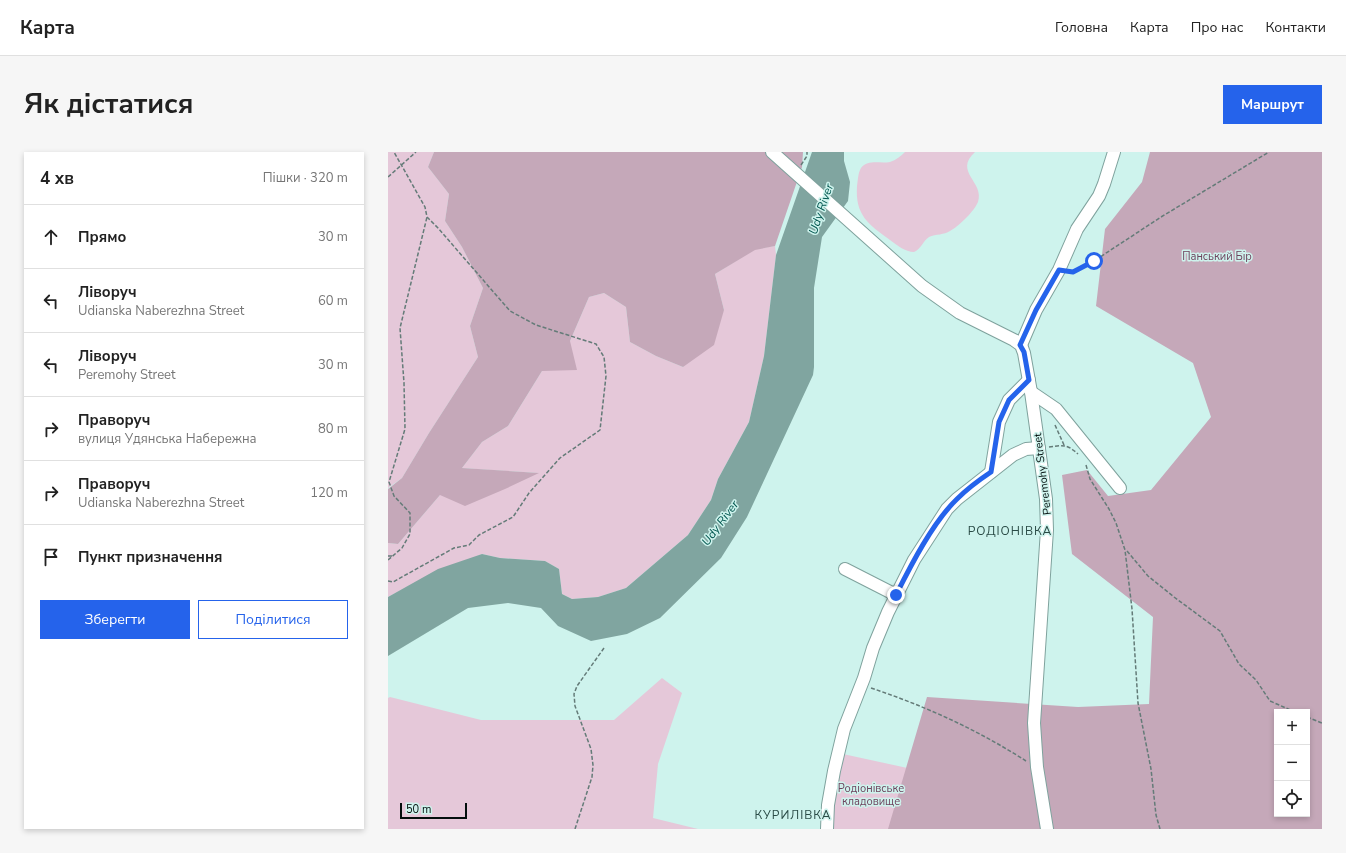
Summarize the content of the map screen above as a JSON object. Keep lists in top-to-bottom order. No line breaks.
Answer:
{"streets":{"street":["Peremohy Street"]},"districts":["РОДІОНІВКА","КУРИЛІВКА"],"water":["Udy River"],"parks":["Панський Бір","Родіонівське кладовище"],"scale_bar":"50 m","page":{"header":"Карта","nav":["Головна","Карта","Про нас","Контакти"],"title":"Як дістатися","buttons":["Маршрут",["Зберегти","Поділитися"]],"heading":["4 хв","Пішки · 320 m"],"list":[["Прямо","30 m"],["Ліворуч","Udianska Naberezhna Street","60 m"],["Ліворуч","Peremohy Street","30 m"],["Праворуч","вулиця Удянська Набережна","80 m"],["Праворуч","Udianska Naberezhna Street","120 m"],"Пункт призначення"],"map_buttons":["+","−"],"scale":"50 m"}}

...

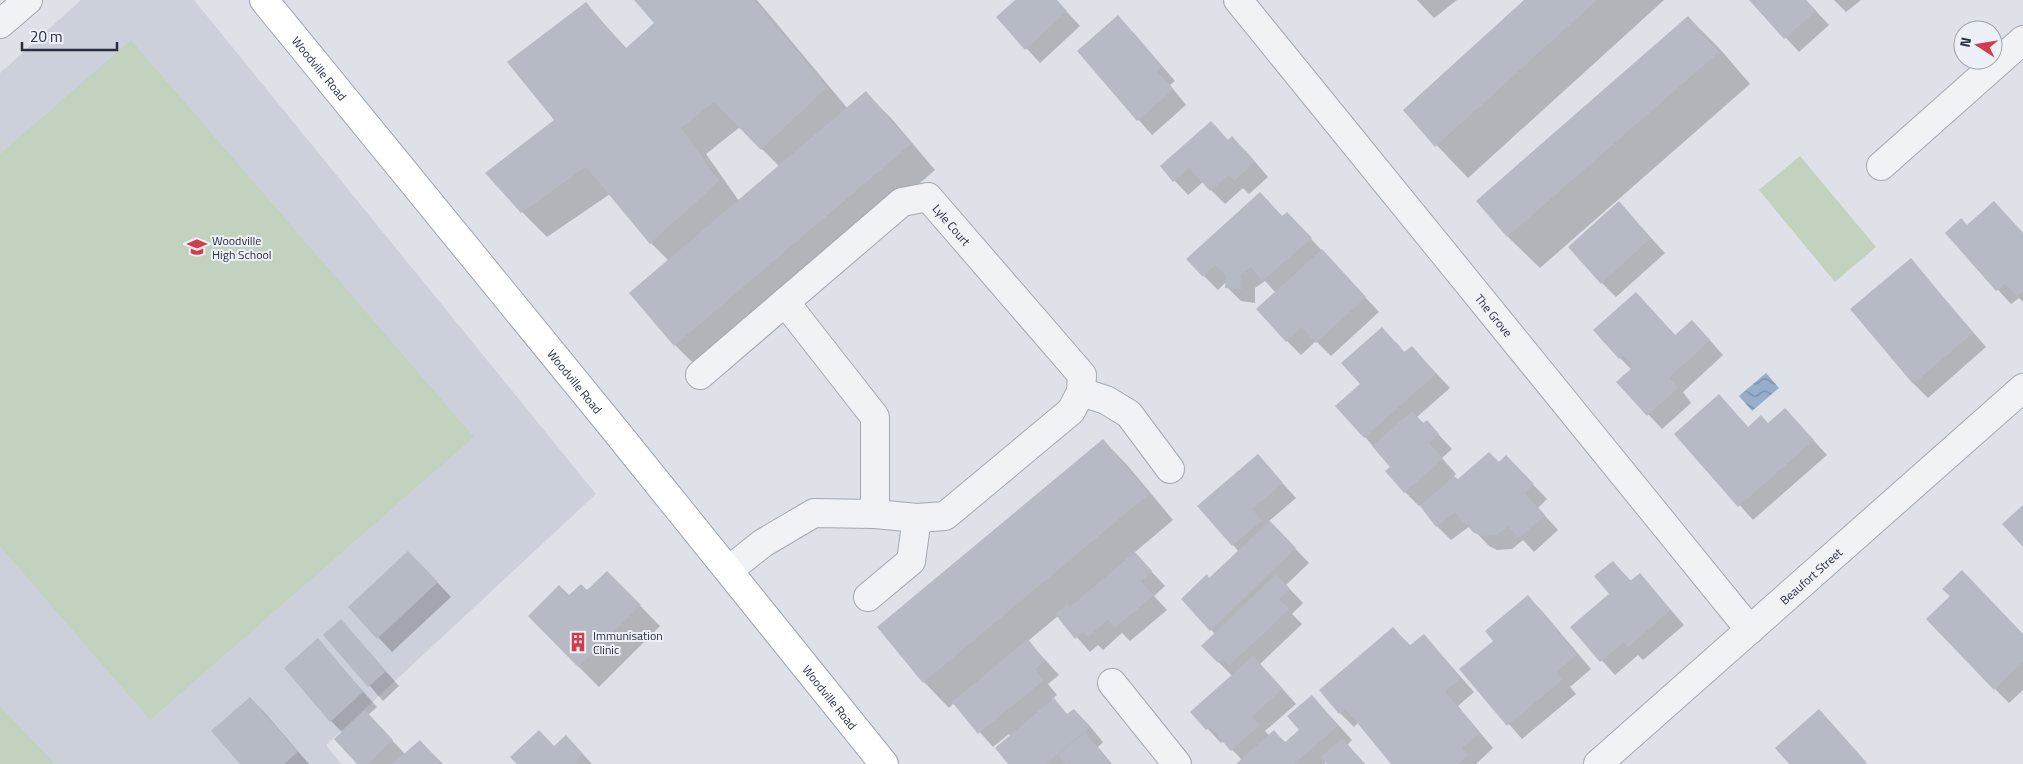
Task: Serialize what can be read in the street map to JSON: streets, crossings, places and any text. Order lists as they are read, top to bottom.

→ **What you should do**:
Examine the records and pull out every line where the string "lists" occurs.

→ **Result for this task**:
Summarize the content of the map screen above as a JSON object. Keep lists in top-to-bottom order. No line breaks.
Task: Serialize what can be read in the street map to JSON: streets, crossings, places and any text. Order lists as they are read, top to bottom.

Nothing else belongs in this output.